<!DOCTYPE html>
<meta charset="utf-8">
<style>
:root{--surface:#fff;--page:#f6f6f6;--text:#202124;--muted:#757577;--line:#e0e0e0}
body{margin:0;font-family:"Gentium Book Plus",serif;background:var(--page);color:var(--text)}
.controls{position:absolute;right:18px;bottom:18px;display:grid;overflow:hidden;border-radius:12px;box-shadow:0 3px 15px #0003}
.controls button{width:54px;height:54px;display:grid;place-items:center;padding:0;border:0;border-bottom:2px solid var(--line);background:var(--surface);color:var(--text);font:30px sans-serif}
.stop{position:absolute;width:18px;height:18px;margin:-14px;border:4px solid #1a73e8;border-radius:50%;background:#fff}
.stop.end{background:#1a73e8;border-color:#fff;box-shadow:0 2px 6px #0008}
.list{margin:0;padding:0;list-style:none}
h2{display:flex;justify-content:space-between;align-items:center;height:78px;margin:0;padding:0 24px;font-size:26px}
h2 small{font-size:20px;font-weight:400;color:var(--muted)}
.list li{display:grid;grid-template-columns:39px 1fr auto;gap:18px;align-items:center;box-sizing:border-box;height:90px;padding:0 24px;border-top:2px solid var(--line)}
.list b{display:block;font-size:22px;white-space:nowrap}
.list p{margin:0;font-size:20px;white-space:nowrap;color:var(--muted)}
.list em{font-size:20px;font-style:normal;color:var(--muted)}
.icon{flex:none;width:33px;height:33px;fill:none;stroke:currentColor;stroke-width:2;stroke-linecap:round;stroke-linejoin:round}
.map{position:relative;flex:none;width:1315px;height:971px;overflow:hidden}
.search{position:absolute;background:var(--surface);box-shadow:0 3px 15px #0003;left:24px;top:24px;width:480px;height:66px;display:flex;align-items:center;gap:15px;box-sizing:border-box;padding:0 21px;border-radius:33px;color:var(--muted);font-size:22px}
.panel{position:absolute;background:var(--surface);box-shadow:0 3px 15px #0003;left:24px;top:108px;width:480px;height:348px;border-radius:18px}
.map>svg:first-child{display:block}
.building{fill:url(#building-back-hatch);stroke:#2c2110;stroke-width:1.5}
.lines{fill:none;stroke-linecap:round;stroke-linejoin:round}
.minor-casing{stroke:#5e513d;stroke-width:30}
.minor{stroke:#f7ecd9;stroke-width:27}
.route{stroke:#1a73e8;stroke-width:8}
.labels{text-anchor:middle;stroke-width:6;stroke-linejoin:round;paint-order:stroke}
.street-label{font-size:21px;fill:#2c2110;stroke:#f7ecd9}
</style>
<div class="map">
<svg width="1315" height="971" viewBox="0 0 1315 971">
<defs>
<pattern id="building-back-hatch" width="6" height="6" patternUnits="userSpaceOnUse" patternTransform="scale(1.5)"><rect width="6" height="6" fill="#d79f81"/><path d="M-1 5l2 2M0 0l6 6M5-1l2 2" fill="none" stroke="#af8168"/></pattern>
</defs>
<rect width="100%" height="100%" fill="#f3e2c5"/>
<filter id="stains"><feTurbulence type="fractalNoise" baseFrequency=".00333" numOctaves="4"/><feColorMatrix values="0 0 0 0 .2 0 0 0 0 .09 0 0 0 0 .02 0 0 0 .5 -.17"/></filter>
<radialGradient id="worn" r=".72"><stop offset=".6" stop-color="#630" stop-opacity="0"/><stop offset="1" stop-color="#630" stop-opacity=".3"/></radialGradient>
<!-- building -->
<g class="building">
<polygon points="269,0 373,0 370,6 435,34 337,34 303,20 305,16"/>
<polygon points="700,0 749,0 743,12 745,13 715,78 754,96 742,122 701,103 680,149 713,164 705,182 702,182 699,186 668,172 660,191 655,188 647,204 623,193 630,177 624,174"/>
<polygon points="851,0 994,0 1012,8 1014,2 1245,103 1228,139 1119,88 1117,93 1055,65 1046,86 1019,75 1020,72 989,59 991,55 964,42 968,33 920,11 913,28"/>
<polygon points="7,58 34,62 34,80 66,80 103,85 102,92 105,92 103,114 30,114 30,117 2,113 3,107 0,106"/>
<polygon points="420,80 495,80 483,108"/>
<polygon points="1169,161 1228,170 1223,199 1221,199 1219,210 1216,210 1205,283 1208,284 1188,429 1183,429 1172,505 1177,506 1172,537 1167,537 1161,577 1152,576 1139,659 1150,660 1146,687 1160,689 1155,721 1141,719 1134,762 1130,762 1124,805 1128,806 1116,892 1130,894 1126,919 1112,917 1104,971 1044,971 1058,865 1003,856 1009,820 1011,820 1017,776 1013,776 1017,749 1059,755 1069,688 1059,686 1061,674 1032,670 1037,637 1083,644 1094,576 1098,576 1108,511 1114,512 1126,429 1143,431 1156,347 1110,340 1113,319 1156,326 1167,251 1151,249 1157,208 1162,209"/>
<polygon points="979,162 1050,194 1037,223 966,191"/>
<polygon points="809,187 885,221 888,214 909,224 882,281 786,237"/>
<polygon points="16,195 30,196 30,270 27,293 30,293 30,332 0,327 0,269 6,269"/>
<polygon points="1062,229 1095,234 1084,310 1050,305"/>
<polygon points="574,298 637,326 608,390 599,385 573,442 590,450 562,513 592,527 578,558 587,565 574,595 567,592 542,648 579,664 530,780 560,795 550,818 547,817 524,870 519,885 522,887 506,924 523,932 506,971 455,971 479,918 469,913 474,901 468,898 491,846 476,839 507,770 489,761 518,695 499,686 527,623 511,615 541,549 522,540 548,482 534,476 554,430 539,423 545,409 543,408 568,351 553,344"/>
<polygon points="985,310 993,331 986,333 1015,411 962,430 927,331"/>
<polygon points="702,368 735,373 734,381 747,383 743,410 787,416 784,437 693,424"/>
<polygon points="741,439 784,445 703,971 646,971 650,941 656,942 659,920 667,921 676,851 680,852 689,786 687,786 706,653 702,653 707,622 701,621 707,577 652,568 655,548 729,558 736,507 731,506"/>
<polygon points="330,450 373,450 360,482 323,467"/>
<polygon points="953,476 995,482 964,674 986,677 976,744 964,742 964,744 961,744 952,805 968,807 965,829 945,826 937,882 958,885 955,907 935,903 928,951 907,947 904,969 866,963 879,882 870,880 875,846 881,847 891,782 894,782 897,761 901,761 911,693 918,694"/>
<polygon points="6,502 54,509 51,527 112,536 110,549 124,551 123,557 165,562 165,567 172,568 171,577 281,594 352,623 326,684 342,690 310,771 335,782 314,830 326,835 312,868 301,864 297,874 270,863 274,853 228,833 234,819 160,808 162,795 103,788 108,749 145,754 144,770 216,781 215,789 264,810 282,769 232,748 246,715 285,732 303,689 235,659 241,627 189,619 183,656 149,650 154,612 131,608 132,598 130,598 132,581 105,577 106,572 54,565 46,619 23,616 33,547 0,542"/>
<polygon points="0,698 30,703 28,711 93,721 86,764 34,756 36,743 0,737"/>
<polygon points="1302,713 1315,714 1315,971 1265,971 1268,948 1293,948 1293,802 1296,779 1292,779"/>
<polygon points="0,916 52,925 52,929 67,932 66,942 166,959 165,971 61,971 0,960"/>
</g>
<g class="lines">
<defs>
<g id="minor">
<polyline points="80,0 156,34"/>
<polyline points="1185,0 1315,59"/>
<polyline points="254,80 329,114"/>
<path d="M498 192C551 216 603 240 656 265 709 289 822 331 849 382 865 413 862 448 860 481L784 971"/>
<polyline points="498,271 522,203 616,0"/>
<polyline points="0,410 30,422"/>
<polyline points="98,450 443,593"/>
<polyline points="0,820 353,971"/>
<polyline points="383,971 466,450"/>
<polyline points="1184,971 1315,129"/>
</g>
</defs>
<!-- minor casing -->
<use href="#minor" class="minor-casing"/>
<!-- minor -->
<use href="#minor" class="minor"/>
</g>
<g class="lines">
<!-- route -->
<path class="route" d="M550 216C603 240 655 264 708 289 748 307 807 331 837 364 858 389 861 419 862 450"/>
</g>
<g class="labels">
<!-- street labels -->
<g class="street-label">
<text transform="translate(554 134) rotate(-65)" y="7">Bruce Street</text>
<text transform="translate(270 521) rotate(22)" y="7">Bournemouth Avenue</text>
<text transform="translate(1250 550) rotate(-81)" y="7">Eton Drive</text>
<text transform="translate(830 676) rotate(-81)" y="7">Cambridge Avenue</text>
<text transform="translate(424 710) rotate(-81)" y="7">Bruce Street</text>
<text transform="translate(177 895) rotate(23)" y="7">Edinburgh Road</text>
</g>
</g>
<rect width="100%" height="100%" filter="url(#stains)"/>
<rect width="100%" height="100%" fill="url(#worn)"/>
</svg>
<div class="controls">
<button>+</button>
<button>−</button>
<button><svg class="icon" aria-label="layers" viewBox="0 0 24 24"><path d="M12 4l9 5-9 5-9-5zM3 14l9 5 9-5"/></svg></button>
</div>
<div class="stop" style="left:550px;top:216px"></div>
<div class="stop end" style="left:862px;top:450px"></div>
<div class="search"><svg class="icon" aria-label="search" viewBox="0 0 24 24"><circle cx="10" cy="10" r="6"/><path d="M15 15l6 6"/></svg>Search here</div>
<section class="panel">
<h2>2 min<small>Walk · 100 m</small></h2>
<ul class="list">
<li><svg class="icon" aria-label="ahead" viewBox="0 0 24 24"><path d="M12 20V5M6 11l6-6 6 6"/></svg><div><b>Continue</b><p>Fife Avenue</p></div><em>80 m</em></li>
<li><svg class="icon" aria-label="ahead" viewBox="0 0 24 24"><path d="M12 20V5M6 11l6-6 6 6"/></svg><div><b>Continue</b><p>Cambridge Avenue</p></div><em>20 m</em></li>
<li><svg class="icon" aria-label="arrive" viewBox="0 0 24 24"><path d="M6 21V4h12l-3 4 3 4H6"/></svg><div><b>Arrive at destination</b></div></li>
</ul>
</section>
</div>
#####
• _Your task_
Check each line of the records above for the word "grid", then give the number of lines that have it, with no other words.

• _Response to the exercise_
3